Stored data entries
==========

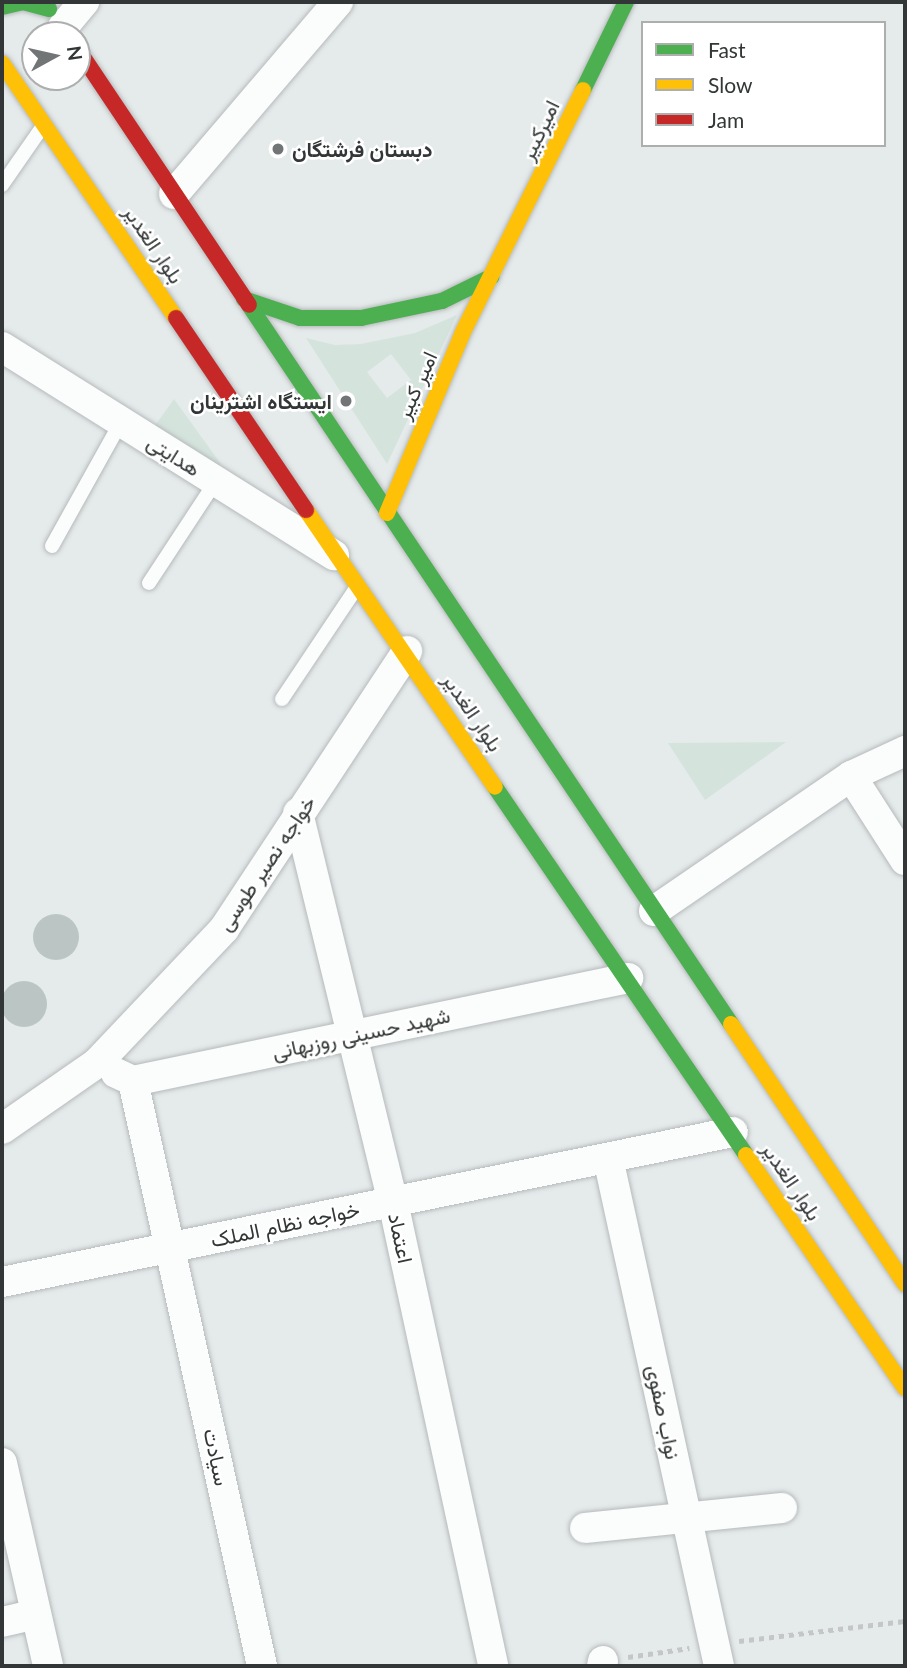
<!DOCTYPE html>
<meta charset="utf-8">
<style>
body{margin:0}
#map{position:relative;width:907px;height:1668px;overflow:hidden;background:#e5eaeb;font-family:Lato,Vazirmatn,sans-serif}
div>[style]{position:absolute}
.green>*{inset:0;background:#d4e4dd}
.building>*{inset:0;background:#bbc6c4}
.round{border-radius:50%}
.path>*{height:4.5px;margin-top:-2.25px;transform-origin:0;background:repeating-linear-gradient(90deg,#c5c7c7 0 5px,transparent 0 10px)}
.roads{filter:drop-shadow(0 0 2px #b6babb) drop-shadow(0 0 2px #b6babb)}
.lane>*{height:14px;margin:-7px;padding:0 7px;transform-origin:7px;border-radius:7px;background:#fbfcfc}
.street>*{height:30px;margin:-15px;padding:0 15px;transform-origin:15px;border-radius:15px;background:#fbfcfc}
.fast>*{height:16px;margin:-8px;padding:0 8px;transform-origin:8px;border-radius:8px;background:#4caf50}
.slow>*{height:16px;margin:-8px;padding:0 8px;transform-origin:8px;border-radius:8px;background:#ffc107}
.jam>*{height:16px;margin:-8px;padding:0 8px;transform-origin:8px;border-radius:8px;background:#c62828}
.dots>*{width:19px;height:19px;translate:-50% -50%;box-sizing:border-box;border:4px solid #fff;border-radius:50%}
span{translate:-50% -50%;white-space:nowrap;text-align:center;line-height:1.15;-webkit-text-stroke:5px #fff;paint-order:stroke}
.street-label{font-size:21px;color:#323636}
.poi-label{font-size:21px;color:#323636;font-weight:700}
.left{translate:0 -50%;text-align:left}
.right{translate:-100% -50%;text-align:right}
.frame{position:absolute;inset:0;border:4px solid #323636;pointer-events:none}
.legend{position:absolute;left:641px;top:21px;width:245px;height:126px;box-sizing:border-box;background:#fff;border:2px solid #adafaf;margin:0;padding:9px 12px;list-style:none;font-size:21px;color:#323636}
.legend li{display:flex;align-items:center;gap:14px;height:35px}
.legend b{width:35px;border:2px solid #adafaf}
.north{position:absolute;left:21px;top:21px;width:70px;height:70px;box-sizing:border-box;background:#fff;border:2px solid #adafaf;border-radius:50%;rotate:82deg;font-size:19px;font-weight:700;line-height:28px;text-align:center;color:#323636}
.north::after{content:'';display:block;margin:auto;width:24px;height:32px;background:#717575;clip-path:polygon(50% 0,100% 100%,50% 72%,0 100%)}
</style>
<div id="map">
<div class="green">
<i style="clip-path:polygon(evenodd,457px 315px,387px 464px,306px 338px,335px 345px,361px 344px,415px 333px,457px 315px,391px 354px,411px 380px,387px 398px,367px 372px,391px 354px)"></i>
<i style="clip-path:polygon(174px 399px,221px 464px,214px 469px,151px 431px)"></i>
<i style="clip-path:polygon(786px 742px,705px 800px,668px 743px)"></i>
</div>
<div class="building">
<i class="round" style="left:33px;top:914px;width:46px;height:46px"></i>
<i class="round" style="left:1px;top:981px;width:46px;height:46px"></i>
</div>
<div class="path">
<i style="left:739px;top:1641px;width:167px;rotate:-6.9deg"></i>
<i style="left:628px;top:1657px;width:62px;rotate:-8.4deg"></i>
</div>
<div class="roads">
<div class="lane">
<i style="left:2px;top:185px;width:72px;rotate:-55.2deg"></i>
<i style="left:52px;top:546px;width:142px;rotate:-60.9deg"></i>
<i style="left:149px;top:583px;width:122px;rotate:-56.7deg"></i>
<i style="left:282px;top:699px;width:135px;rotate:-56.2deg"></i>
</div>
<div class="street">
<i style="left:63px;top:27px;width:33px;rotate:-50deg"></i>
<i style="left:174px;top:194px;width:253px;rotate:-49.5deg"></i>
<i style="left:2px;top:347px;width:392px;rotate:32.1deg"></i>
<i style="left:851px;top:776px;width:100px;rotate:57.3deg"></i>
<i style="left:298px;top:813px;width:400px;rotate:76.3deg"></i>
<i style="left:393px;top:1202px;width:475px;rotate:77.8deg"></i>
<i style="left:654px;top:911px;width:239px;rotate:-34.4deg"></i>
<i style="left:851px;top:776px;width:60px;rotate:-24.8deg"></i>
<i style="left:116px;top:1073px;width:19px;rotate:25deg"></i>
<i style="left:133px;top:1081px;width:506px;rotate:-11.75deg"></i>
<i style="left:133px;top:1081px;width:599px;rotate:77.56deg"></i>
<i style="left:2px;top:1129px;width:116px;rotate:-34.8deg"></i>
<i style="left:97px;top:1063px;width:185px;rotate:-46.5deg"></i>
<i style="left:224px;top:929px;width:333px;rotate:-56.6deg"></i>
<i style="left:608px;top:1158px;width:520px;rotate:77.67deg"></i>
<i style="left:2px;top:1282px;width:746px;rotate:-11.6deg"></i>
<i style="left:2px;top:1463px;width:208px;rotate:77.2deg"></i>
<i style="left:585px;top:1528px;width:198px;rotate:-5.8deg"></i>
<i style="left:2px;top:1622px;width:35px;rotate:-13deg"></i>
<i style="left:602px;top:1666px;width:5px;rotate:-79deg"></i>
</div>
<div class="fast">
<i style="left:2px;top:7px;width:22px;rotate:-13deg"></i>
<i style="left:23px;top:2px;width:27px;rotate:15deg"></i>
<i style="left:583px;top:90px;width:98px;rotate:-64deg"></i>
<i style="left:244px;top:299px;width:59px;rotate:18.7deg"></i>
<i style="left:300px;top:318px;width:61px"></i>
<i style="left:361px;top:318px;width:83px;rotate:-11.9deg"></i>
<i style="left:442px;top:301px;width:55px;rotate:-26.1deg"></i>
<i style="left:249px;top:305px;width:866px;rotate:56.16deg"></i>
<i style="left:495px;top:787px;width:445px;rotate:55.7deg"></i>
</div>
<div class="slow">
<i style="left:2px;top:63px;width:309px;rotate:55.7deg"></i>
<i style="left:306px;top:510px;width:335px;rotate:55.7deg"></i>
<i style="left:387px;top:513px;width:196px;rotate:-67.2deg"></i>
<i style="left:463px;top:332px;width:270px;rotate:-63.6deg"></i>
<i style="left:731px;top:1024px;width:313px;rotate:56.2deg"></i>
<i style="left:746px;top:1155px;width:282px;rotate:55.7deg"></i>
</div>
<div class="jam">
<i style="left:77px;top:48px;width:309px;rotate:56.2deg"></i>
<i style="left:176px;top:318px;width:232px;rotate:55.9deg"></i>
</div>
</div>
<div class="dots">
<i style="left:278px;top:149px;background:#717575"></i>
<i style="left:346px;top:401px;background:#717575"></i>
</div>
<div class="street-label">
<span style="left:539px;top:130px;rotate:-64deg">امیرکبیر</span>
<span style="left:154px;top:244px;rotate:56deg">بلوار الغدیر</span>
<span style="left:416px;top:385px;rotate:-66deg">امیر کبیر</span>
<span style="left:174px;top:455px;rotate:32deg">هدایتی</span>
<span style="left:473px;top:712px;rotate:56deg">بلوار الغدیر</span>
<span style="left:266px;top:863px;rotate:-56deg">خواجه نصیر طوسی</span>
<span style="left:361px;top:1033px;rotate:-12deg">شهید حسینی روزبهانی</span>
<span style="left:792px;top:1181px;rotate:56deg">بلوار الغدیر</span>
<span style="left:285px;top:1224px;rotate:-12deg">خواجه نظام الملک</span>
<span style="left:401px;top:1238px;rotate:78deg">اعتماد</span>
<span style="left:664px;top:1412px;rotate:78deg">نواب صفوی</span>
<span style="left:217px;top:1457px;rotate:78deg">سیادت</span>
</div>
<div class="poi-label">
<span class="left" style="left:292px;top:149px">دبستان فرشتگان</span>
<span class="right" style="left:332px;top:401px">ایستگاه اشترینان</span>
</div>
<div class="frame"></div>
<ul class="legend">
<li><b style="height:9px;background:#4caf50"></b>Fast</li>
<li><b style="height:9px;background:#ffc107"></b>Slow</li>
<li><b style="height:9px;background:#c62828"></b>Jam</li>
</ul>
<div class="north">N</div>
</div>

==========

Write out the records above exactly. Begin with the first line, end with the line holding "2px #b6babb) drop-shadow(0", and drop the pictures.

__ANSWER TO THE EXERCISE__:
<!DOCTYPE html>
<meta charset="utf-8">
<style>
body{margin:0}
#map{position:relative;width:907px;height:1668px;overflow:hidden;background:#e5eaeb;font-family:Lato,Vazirmatn,sans-serif}
div>[style]{position:absolute}
.green>*{inset:0;background:#d4e4dd}
.building>*{inset:0;background:#bbc6c4}
.round{border-radius:50%}
.path>*{height:4.5px;margin-top:-2.25px;transform-origin:0;background:repeating-linear-gradient(90deg,#c5c7c7 0 5px,transparent 0 10px)}
.roads{filter:drop-shadow(0 0 2px #b6babb) drop-shadow(0 0 2px #b6babb)}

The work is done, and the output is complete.